In the early spring of 1282 a great fleet lay at anchor in the harbor of Palermo, Sicily. The commander of the fleet, Charles of Anjou, brother of King (and later Saint) Louis of France, and by the blessing of the Pope and his own political machinations, King of the Two Sicilies, planned to attack the Byzantine capital of Constantinople and re-establish the Latin Empire, with himself as Emperor. For Charles, a man of formidable military and administrative talent, and considerable political ruthlessness, the possibility of being an emperor, of dominating the Mediterranean world, must have seemed so close that he could not fail to grasp the opportunity. And then everything changed.
The Sicilian Vespers, by the late Sir Steven Runciman, is the story of the late 13th century European world that created Charles of Anjou. Runciman describes in considerable, and very interesting detail, the interplay of politics and religion at that time, especially the bare knuckle politicking of the Popes, whose attempts at creating a universal Christendom ruled by the papacy eventually lessened respect not only for the individual popes involved, but for the papacy as an institution as well. The interweaving lines of narrative come together on the evening of March 29th, Easter Monday, of 1282, when a group of drunken Frenchmen arrived outside the Church of the Holy Spirit in Palermo just as the crowd of worshippers was going in for the Vespers service. One of the Frenchmen made advances, or actually tried to rape, a young Sicilian woman. Her husband killed the Frenchman, and when the Frenchmen's friends drew their swords, the crowd jumped them and killed them as well. The oppressed Sicilians then went on a rampage through the streets of Palermo, screaming Moranu il Franchkisi [Death to the French!] and slaughtering every Frenchman they could find, including French priests, nuns, and monks, as well as Sicilian women who had married Frenchmen. The rebellion rapidly spread to other cities across Sicily.

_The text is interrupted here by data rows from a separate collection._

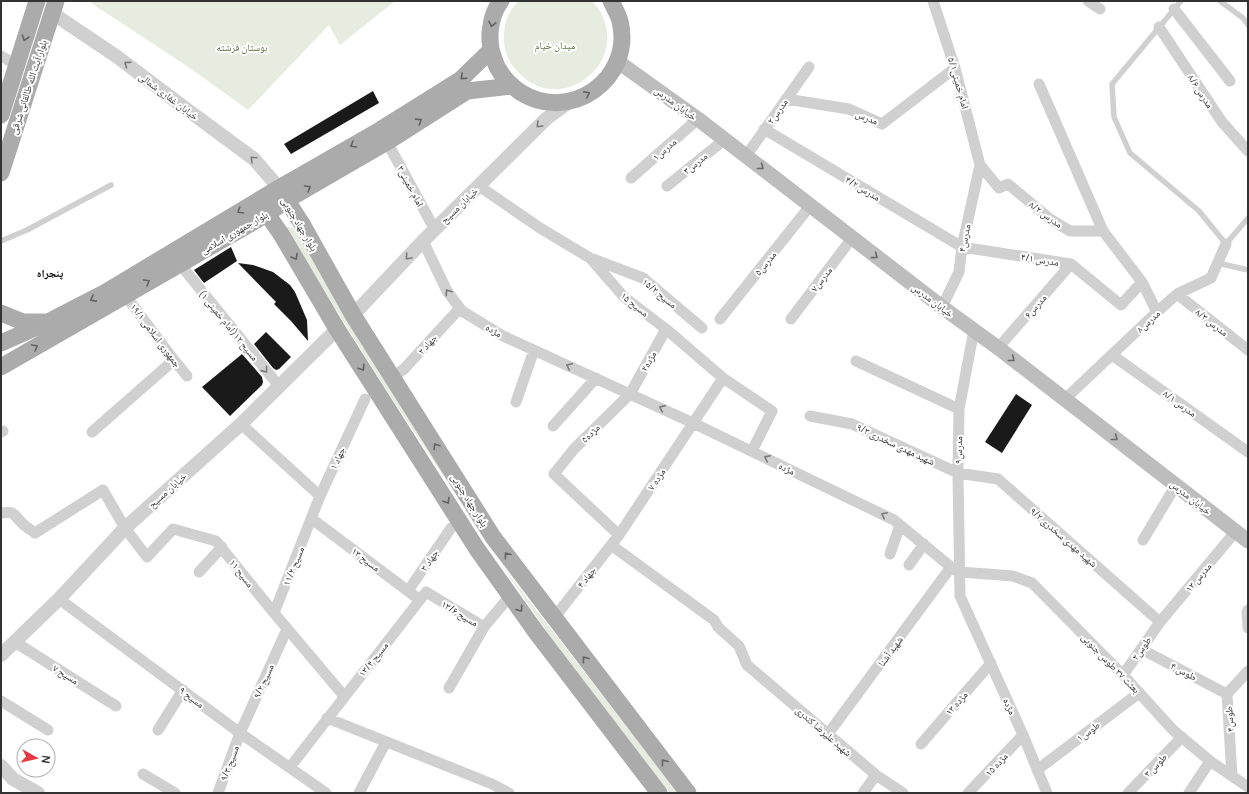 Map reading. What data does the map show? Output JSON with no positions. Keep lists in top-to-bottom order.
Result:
{
  "streets": {
    "main road": [
      "بلوار آیت الله طالقانی شرقی",
      "خیابان مدرس",
      "بلوار جهاد جنوبی",
      "بلوار جمهوری اسلامی"
    ],
    "street": [
      "امام خمینی۵/۱",
      "مدرس ۸/۶",
      "خیابان غفاری شمالی",
      "مدرس۲",
      "مدرس",
      "مدرس۱",
      "مدرس۳",
      "امام خمینی۳",
      "مدرس ۴/۲",
      "خیابان مسیح",
      "مدرس ۸/۲",
      "مدرس۴",
      "مدرس ۴/۱",
      "مدرس۵",
      "مدرس۷",
      "مسیح ۱۵/۲",
      "مسیح ۱۵",
      "مدرس۶",
      "مدرس۸",
      "مدرس ۸/۳",
      "مسیح ۱۲(امام خمینی ۱)",
      "مژده",
      "جمهوری اسلامی ۱۹/۱",
      "جهاد ۲",
      "مژده۲",
      "مدرس ۸/۱",
      "مژده۵",
      "شهید مهدی سخدری ۹/۳",
      "مدرس۹",
      "جهاد ۱",
      "مژده ۷",
      "شهید مهدی سخدری ۹/۲",
      "مسیح ۱۳",
      "جهاد ۳",
      "مسیح ۱۱/۲",
      "مسیح ۱۱",
      "جهاد ۴",
      "مدرس ۱۳",
      "مسیح ۱۳/۶",
      "طوس۲",
      "شهبد آشنا",
      "مسیح ۱۳/۴",
      "بعثت ۳۷ طوس جنوبی",
      "طوس ۴",
      "مسیح ۷",
      "مسیح ۹/۲",
      "مسیح ۹",
      "مژده ۱۳",
      "طوس۴",
      "شهید علیرضا کندری",
      "طوس۱",
      "مسیح ۹/۳",
      "مژده ۱۵",
      "طوس ۳"
    ]
  },
  "crossings": [
    ["امام خمینی۵/۱", "مدرس"],
    ["امام خمینی۵/۱", "مدرس ۸/۲"],
    ["امام خمینی۵/۱", "مدرس۴"],
    ["بلوار آیت الله طالقانی شرقی", "خیابان غفاری شمالی"],
    ["خیابان غفاری شمالی", "بلوار جهاد جنوبی"],
    ["خیابان غفاری شمالی", "بلوار جمهوری اسلامی"],
    ["خیابان مدرس", "مدرس۲"],
    ["خیابان مدرس", "مدرس۱"],
    ["خیابان مدرس", "مدرس۳"],
    ["خیابان مدرس", "مدرس۴"],
    ["خیابان مدرس", "مدرس۵"],
    ["خیابان مدرس", "مدرس۷"],
    ["خیابان مدرس", "مدرس۶"],
    ["خیابان مدرس", "مدرس۸"],
    ["خیابان مدرس", "مدرس۹"],
    ["خیابان مدرس", "مدرس ۱۳"],
    ["مدرس۲", "مدرس"],
    ["مدرس۲", "مدرس ۴/۲"],
    ["امام خمینی۳", "خیابان مسیح"],
    ["امام خمینی۳", "بلوار جمهوری اسلامی"],
    ["مدرس ۴/۲", "مدرس۴"],
    ["مدرس ۴/۲", "مدرس ۴/۱"],
    ["خیابان مسیح", "بلوار جهاد جنوبی"],
    ["خیابان مسیح", "مسیح ۱۵"],
    ["خیابان مسیح", "مسیح ۱۲(امام خمینی ۱)"],
    ["خیابان مسیح", "مژده"],
    ["خیابان مسیح", "مسیح ۱۱"],
    ["خیابان مسیح", "مسیح ۷"],
    ["خیابان مسیح", "مسیح ۹"],
    ["مدرس ۸/۲", "مدرس۴"],
    ["بلوار جهاد جنوبی", "بلوار جمهوری اسلامی"],
    ["بلوار جهاد جنوبی", "جهاد ۲"],
    ["بلوار جهاد جنوبی", "جهاد ۴"],
    ["بلوار جمهوری اسلامی", "مسیح ۱۲(امام خمینی ۱)"],
    ["بلوار جمهوری اسلامی", "جمهوری اسلامی ۱۹/۱"],
    ["مدرس۴", "مدرس ۴/۱"],
    ["مدرس ۴/۱", "مدرس۶"],
    ["مسیح ۱۵/۲", "مسیح ۱۵"],
    ["مسیح ۱۵", "مژده"],
    ["مسیح ۱۵", "مژده۲"],
    ["مسیح ۱۵", "مژده ۷"],
    ["مدرس۸", "مدرس ۸/۳"],
    ["مدرس۸", "مدرس ۸/۱"],
    ["مژده", "جهاد ۲"],
    ["مژده", "مژده۲"],
    ["مژده", "مژده۵"],
    ["مژده", "مدرس۹"],
    ["مژده", "مژده ۷"],
    ["مژده", "شهبد آشنا"],
    ["مژده", "بعثت ۳۷ طوس جنوبی"],
    ["مژده", "مژده ۱۳"],
    ["مژده", "طوس۱"],
    ["مژده", "مژده ۱۵"],
    ["مژده۲", "مژده۵"],
    ["مژده۵", "مژده ۷"],
    ["مژده۵", "جهاد ۴"],
    ["شهید مهدی سخدری ۹/۳", "مدرس۹"],
    ["شهید مهدی سخدری ۹/۳", "شهید مهدی سخدری ۹/۲"],
    ["مدرس۹", "شهید مهدی سخدری ۹/۲"],
    ["مدرس۹", "شهبد آشنا"],
    ["مدرس۹", "بعثت ۳۷ طوس جنوبی"],
    ["جهاد ۱", "مسیح ۱۳"],
    ["جهاد ۱", "مسیح ۱۱/۲"],
    ["مژده ۷", "جهاد ۴"],
    ["شهید مهدی سخدری ۹/۲", "مدرس ۱۳"],
    ["شهید مهدی سخدری ۹/۲", "طوس۲"],
    ["مسیح ۱۳", "جهاد ۳"],
    ["مسیح ۱۳", "مسیح ۱۱/۲"],
    ["مسیح ۱۳", "مسیح ۱۳/۶"],
    ["مسیح ۱۳", "مسیح ۱۳/۴"],
    ["مسیح ۱۱/۲", "مسیح ۱۱"],
    ["مسیح ۱۱", "مسیح ۱۳/۴"],
    ["مسیح ۱۱", "مسیح ۹/۲"],
    ["جهاد ۴", "شهید علیرضا کندری"],
    ["مدرس ۱۳", "طوس۲"],
    ["مسیح ۱۳/۶", "مسیح ۱۳/۴"],
    ["طوس۲", "بعثت ۳۷ طوس جنوبی"],
    ["طوس۲", "طوس ۴"],
    ["شهبد آشنا", "بعثت ۳۷ طوس جنوبی"],
    ["شهبد آشنا", "شهید علیرضا کندری"],
    ["مسیح ۱۳/۴", "مسیح ۹"],
    ["بعثت ۳۷ طوس جنوبی", "طوس۴"],
    ["بعثت ۳۷ طوس جنوبی", "طوس۱"],
    ["بعثت ۳۷ طوس جنوبی", "طوس ۳"],
    ["طوس ۴", "طوس۴"],
    ["مسیح ۹/۲", "مسیح ۹"],
    ["مسیح ۹/۲", "مسیح ۹/۳"],
    ["مسیح ۹", "مسیح ۹/۳"]
  ],
  "one_way": [
    "خیابان غفاری شمالی",
    "خیابان مدرس",
    "مسیح ۱۲(امام خمینی ۱)",
    "مژده"
  ],
  "districts": ["پنجراه"],
  "parks": ["میدان خیام", "بوستان فرشته"],
  "north": "right"
}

Runciman expertly weaves together the story of what happened and why it happened and what the consequences of the great rebellion were for Charles and the Sicilians and for a papacy more interested in politics than religion. There might be a better book on this subject somewhere, but I tend to doubt it; Runciman writes in clear and understandable English, a talent not usually cultivated by academic historians in the United States, and he knows his subject backwards and forwards. I would recommend this book highly to anyone interested in the Middle Ages, and to anyone interested in how history ought to be written.